Merci d'avoir signalé!
Cette image sera automatiquement bloquée après qu'elle soit signalée par plusieurs personnes.



Chronique de confinement 3 / Par-delà la sidération
Publié dans Al3omk le 01 - 06 - 2020

La pandémie de Covid-19, par sa violence et sa soudaineté a plongé le monde dans un état de stupeur, de sidération. Et c'est précisément ce terme, sidération, qui reviendra en boucle dès qu'il s'agira d'analyser les sentiments individuels et/ou collectifs face au traumatisme produit par la déferlante sur le monde du nouveau coronavirus.
Comment définir ce traumatisme planétaire ?
Pour les dictionnaires de langue française (Robert et Larousse), la sidération correspond à « un anéantissement soudain des fonctions vitales », se traduisant par « un état de mort apparente sous l'effet d'un choc émotionnel immense ». L'homme sidéré subit alors « l'influence funeste des astres ». Il est abasourdi, médusé, stupéfait.
Le même mot en anglais conduit au concept de rétrécissement (shrivelling) dans le sens de destruction et de mortification.
La traduction du mot en arabe par hallaa identifie ce terme, selon Lissan al Arab de Ibn Mandour, à l'état de l'homme abattu, angoissé. Ce dictionnaire se réfère ici au verset 19 de la sourat « Les voies de l'ascension » du noble Coran « L'homme a été créé très inquiet (instable). Quand le malheur le touche, il est abattu ».
Le Covid-19, virus invisible, insaisissable, qui, parce que mortel, a plongé le monde dans un état de sidération anxieuse, pousse les plus fragiles d'entre nous vers une peur paralysante (« Le virus est partout, je refuse de sortir, même pour faire des achats »), crainte qui se transforme en angoisse, voire en terreur irrationnelle et incontrôlable.
Ce sentiment inédit de la grande insécurité a été amplifié par les médias qui pointent les hôpitaux saturés, obligeant les pouvoirs publics partout dans le monde à imposer le confinement à plus de la moitié de la population mondiale pour freiner la propagation du virus.
L'angoisse extrême a unifié ainsi le comportement des humains dans leur quotidien. Une manifestation inédite de la mondialisation qui révèle, en même temps sa fragilité.
Avec le confinement, l'activité économique s'est arrêtée. Un arrêt décidé par des pouvoirs publics qui privilégient la sauvegarde des vies humaines. Et la crise sanitaire s'est doublée d'une crise économique également mondialisée. A l'origine d'une nouvelle sidération.
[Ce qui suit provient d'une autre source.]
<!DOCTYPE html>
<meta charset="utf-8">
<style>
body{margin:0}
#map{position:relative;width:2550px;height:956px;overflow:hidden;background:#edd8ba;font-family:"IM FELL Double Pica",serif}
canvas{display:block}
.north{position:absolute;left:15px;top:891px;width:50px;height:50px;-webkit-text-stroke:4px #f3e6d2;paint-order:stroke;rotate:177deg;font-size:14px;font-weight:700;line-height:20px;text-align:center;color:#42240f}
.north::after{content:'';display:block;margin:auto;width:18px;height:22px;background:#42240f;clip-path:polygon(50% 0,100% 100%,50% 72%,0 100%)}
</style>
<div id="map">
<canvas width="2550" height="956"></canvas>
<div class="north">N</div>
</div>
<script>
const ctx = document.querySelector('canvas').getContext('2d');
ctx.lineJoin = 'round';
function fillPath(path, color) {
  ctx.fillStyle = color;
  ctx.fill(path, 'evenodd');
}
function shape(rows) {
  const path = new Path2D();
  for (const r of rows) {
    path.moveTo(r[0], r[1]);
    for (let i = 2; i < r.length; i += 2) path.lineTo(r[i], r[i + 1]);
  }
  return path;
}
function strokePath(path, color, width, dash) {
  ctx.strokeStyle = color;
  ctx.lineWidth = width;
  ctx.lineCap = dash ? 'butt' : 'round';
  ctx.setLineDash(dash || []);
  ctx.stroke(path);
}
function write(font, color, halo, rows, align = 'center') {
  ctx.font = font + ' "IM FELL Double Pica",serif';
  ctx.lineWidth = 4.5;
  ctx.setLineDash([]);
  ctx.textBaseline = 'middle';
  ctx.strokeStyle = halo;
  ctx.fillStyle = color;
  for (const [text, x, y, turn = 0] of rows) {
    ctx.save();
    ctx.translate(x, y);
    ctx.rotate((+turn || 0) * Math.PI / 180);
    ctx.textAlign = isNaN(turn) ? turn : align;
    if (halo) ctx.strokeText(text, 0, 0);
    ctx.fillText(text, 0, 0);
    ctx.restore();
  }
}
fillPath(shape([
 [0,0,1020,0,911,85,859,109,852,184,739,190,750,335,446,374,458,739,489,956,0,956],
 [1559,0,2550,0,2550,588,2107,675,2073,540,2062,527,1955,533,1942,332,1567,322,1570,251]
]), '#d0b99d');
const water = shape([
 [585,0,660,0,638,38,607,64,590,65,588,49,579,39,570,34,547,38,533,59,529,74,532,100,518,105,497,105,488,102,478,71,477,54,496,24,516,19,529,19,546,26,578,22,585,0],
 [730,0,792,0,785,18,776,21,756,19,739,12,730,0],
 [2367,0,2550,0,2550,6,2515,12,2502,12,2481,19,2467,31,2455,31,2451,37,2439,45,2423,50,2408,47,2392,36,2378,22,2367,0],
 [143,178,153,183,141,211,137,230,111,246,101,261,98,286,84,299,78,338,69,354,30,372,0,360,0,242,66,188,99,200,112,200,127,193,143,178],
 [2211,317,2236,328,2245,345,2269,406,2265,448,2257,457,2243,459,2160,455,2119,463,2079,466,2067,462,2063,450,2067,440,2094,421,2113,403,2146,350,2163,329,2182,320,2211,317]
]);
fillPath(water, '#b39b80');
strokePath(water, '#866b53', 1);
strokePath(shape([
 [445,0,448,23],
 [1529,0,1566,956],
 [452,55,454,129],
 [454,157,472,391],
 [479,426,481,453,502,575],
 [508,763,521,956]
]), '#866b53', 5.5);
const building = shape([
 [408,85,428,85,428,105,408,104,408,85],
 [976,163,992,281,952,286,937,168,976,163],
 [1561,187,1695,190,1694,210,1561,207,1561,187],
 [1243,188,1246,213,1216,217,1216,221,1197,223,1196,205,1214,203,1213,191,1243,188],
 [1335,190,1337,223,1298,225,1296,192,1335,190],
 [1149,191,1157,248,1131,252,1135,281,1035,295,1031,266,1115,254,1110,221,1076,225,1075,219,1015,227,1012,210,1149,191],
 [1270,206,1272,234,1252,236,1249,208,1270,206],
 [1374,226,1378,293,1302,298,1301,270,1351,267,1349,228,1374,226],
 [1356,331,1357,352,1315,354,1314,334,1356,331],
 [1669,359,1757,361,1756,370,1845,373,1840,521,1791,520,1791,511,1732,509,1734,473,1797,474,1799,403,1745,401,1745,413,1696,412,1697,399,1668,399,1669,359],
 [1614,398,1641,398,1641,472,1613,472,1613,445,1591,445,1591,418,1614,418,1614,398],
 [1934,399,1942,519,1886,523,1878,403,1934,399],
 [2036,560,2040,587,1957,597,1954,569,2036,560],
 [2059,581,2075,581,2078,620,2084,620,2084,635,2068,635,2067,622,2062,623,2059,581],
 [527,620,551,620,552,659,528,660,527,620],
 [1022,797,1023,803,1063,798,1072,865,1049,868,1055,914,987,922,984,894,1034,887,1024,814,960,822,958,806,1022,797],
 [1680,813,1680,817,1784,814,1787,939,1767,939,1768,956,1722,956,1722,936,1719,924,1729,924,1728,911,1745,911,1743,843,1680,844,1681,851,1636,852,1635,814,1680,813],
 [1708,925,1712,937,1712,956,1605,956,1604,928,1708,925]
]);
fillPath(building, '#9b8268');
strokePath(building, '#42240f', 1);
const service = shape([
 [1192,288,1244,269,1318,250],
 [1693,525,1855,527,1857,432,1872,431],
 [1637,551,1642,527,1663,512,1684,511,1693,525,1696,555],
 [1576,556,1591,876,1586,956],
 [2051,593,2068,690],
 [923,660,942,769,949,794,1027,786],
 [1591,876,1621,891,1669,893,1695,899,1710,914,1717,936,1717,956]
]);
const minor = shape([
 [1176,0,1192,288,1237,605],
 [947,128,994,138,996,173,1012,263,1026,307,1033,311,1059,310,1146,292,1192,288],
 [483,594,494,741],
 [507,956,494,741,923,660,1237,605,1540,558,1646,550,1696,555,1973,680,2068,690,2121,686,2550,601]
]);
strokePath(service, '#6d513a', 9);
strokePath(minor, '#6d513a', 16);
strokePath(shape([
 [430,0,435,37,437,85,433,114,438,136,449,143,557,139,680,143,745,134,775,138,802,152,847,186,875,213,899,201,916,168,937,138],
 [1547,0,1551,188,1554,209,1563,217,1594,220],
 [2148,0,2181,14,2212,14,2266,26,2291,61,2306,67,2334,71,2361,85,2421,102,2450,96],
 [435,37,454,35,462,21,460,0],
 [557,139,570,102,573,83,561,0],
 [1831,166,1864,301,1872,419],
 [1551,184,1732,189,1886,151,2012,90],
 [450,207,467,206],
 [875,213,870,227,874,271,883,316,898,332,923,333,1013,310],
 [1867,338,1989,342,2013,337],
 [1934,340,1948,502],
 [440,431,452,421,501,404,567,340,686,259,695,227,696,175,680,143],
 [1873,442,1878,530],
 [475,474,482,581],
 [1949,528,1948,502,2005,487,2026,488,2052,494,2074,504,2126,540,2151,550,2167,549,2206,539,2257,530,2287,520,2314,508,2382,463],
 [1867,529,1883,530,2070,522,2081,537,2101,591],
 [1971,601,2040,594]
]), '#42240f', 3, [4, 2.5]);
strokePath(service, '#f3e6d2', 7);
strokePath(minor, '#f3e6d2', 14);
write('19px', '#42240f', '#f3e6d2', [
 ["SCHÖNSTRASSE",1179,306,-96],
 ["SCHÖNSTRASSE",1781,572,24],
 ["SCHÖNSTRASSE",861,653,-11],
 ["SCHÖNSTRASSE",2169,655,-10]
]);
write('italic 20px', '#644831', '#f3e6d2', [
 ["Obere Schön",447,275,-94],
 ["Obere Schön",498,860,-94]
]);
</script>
Le passage du sentiment de sidération d'un niveau individuel à un niveau collectif a conduit les Etats à glorifier la mobilisation patriotique sur les deux fronts de la santé et de l'économie. En France, l'utilisation du vocable « guerre » a été perçue comme un hommage au Général de Gaule, le libérateur d'une nation occupée, en état de choc, sidérée. Au Maroc, on a associé la mobilisation du pays contre la propagation du virus à un véritable jihad (le terme jihad devant être compris dans son sens juste et noble), combat pour l'éradication du virus mais aussi pour la relance de l'économie. Référence est faite ici au premier discours du roi Mohamed V à son retour d'exil en 1955, quand il a annoncé la construction d'un Maroc indépendant.
La sidération mondialisée a eu un impact sur les relations internationales. Elle a nourri les comportements violents chez tous ceux qui étaient enclins à développer des théories conspirationnistes et/ou complotistes, favorisant ainsi le développement de tensions nouvelles, sur les terrains biologiques ou bactériologiques, entre les Etats-Unis et la Chine. Une guerre sanitaire est ainsi venue se surajouter à la guerre commerciale qui oppose ces deux pays. Dans beaucoup de parties du globe, cette approche semble favoriser la montée du populisme et du nationalisme abusif. Elle a contribué à amplifier la crise du multilatéralisme, quand le président Trump a déclaré sa détermination de quitter l'OMS, selon lui, inféodée à la Chine depuis que celle-ci a signalé le premier cas de contamination par le Covid-19.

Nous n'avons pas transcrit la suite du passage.